Stepping into the 2010 Scion tC for the first time, I was admittedly skeptical. After all, the tC is a car targeted at a certain demographic, namely students and recent college grads. If you’re looking for more options, you can visit sites like https://www.listedbuy.com/cars/classics/texas.
How cool can anything built by a bunch of old men in suits trying to target the “millennial” crowd really be? All it takes is one look at their Web site to realize Scion is the kid who always tries too hard to fit in. Sprawled across the tC’s image is, “Tear it up, don’t rip it off.” What does that even mean?
My point is this: anything that tries to be cool rarely ends up that way. That would be like Clint Eastwood looking you in the eye and saying you’ll never be as cool as he is. So in this way, the tC is like Colin Farrell: It thinks it’s cool, but does that alone make it a cool car?
Well no, not really. But strip away the overzealous marketing and uber-edgy packaging and you’re left with solid gold.
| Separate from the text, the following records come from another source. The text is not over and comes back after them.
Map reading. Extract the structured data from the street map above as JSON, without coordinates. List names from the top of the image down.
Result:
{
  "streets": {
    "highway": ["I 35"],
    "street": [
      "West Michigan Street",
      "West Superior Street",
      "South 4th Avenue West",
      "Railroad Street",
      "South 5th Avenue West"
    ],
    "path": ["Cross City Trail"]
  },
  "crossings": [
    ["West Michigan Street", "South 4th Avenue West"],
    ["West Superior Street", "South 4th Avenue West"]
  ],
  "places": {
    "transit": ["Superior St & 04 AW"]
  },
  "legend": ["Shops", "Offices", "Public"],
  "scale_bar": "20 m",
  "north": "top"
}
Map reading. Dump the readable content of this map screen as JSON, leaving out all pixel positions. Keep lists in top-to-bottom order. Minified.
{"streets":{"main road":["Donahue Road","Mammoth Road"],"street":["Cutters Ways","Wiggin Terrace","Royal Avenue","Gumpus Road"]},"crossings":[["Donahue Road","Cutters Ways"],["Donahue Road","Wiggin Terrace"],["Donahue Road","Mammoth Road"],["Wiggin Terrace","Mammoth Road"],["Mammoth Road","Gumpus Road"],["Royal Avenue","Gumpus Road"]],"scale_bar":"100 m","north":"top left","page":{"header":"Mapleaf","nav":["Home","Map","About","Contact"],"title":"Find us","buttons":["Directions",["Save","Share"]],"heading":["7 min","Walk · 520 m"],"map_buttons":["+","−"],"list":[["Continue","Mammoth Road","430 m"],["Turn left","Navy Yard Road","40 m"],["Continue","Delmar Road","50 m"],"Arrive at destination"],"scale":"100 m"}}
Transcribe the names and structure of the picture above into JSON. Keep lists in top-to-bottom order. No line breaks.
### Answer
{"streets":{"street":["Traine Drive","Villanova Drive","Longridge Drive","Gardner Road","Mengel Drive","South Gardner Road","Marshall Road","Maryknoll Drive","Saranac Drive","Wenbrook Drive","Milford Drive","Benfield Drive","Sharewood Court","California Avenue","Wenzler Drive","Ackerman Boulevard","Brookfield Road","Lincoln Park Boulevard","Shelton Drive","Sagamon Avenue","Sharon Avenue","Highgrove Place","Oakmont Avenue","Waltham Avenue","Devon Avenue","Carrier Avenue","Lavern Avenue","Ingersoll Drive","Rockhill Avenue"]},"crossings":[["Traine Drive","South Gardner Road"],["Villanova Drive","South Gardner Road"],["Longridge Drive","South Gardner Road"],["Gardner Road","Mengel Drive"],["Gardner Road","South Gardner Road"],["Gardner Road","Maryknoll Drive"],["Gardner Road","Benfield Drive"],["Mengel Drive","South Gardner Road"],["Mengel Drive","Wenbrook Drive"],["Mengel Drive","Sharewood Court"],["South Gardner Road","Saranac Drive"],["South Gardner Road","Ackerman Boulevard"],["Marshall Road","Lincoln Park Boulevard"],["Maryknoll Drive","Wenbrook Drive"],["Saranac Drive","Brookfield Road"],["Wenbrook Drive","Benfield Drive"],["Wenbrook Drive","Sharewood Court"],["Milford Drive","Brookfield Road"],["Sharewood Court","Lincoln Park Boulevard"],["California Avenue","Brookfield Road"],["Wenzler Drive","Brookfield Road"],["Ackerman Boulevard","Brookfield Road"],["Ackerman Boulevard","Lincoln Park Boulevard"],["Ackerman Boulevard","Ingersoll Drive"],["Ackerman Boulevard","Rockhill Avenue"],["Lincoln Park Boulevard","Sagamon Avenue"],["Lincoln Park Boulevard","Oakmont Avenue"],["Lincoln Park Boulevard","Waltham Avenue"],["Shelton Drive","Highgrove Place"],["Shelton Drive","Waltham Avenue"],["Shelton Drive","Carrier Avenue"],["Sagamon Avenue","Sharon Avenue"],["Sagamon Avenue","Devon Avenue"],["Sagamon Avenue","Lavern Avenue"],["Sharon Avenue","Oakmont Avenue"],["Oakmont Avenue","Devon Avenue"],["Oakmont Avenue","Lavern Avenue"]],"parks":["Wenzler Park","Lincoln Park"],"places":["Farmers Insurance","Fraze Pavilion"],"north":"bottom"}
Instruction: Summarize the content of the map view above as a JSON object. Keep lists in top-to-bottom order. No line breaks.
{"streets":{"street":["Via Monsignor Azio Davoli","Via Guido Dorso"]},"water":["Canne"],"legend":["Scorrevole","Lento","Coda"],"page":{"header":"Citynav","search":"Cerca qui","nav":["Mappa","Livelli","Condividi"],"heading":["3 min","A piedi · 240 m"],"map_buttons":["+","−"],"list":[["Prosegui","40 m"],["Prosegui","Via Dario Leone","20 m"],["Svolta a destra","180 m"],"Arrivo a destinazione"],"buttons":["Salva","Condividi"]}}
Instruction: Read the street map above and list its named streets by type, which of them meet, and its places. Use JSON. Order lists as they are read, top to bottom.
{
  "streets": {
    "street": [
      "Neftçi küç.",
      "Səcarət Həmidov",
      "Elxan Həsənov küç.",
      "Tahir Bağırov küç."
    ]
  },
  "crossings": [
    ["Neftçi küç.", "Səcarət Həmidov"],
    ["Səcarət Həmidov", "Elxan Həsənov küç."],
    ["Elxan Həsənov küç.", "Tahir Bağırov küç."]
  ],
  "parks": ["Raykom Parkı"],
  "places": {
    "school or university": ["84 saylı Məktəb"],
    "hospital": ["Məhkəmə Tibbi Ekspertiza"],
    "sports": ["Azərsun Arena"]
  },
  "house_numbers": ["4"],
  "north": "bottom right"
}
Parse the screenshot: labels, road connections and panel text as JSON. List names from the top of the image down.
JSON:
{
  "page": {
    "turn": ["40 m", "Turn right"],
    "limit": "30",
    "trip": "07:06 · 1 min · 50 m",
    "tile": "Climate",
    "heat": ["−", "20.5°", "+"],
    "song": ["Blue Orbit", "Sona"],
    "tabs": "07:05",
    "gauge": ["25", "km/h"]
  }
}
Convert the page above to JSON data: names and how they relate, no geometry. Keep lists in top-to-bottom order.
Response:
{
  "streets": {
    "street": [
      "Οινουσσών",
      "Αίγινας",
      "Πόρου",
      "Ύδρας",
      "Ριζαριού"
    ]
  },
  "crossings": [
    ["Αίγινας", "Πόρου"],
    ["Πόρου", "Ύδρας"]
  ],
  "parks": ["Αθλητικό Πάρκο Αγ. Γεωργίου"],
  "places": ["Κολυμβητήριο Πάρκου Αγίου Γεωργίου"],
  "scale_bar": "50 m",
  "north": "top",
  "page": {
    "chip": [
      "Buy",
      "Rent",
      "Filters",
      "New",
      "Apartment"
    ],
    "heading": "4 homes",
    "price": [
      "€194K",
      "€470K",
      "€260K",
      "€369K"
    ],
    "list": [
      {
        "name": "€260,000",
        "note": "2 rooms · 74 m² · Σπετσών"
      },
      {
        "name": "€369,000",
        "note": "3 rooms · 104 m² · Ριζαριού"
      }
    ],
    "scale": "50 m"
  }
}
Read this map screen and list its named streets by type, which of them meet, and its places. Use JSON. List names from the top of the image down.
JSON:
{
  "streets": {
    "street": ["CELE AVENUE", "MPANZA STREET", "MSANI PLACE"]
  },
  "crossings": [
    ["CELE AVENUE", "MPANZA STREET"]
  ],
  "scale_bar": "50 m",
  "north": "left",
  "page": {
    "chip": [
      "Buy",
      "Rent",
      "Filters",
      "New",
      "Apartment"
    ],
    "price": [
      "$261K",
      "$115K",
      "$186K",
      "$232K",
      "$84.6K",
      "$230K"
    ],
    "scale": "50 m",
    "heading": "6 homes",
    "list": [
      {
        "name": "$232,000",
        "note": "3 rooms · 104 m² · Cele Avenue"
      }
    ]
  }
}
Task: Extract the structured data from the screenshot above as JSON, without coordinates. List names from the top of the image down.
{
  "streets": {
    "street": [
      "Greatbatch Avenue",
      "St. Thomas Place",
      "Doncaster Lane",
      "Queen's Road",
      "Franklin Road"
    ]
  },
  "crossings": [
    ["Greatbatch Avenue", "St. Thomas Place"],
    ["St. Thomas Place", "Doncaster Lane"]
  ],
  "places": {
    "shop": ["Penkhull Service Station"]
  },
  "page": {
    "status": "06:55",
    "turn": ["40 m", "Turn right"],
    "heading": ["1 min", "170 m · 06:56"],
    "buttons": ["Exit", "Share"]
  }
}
Like all models across the Scion range, the tC is subject to what they call monospec pricing. That means the tC comes in only one trim level. Think of it like ordering a burrito: You pick the meat and the tortilla, and everything else is a little extra. It’s the same way for the tC. The base price of $17,670 will get you the car, a five-speed transmission and a color.
But for that price tag, you get a great tortilla. The tC comes with standard power windows, power locks, a panoramic moon roof, 17-inch alloy wheels, four-wheel disc brakes, a Macpherson strut double wishbone suspension, cruise control and an iPod connector for the sound system. Not bad for a hair under $18,000.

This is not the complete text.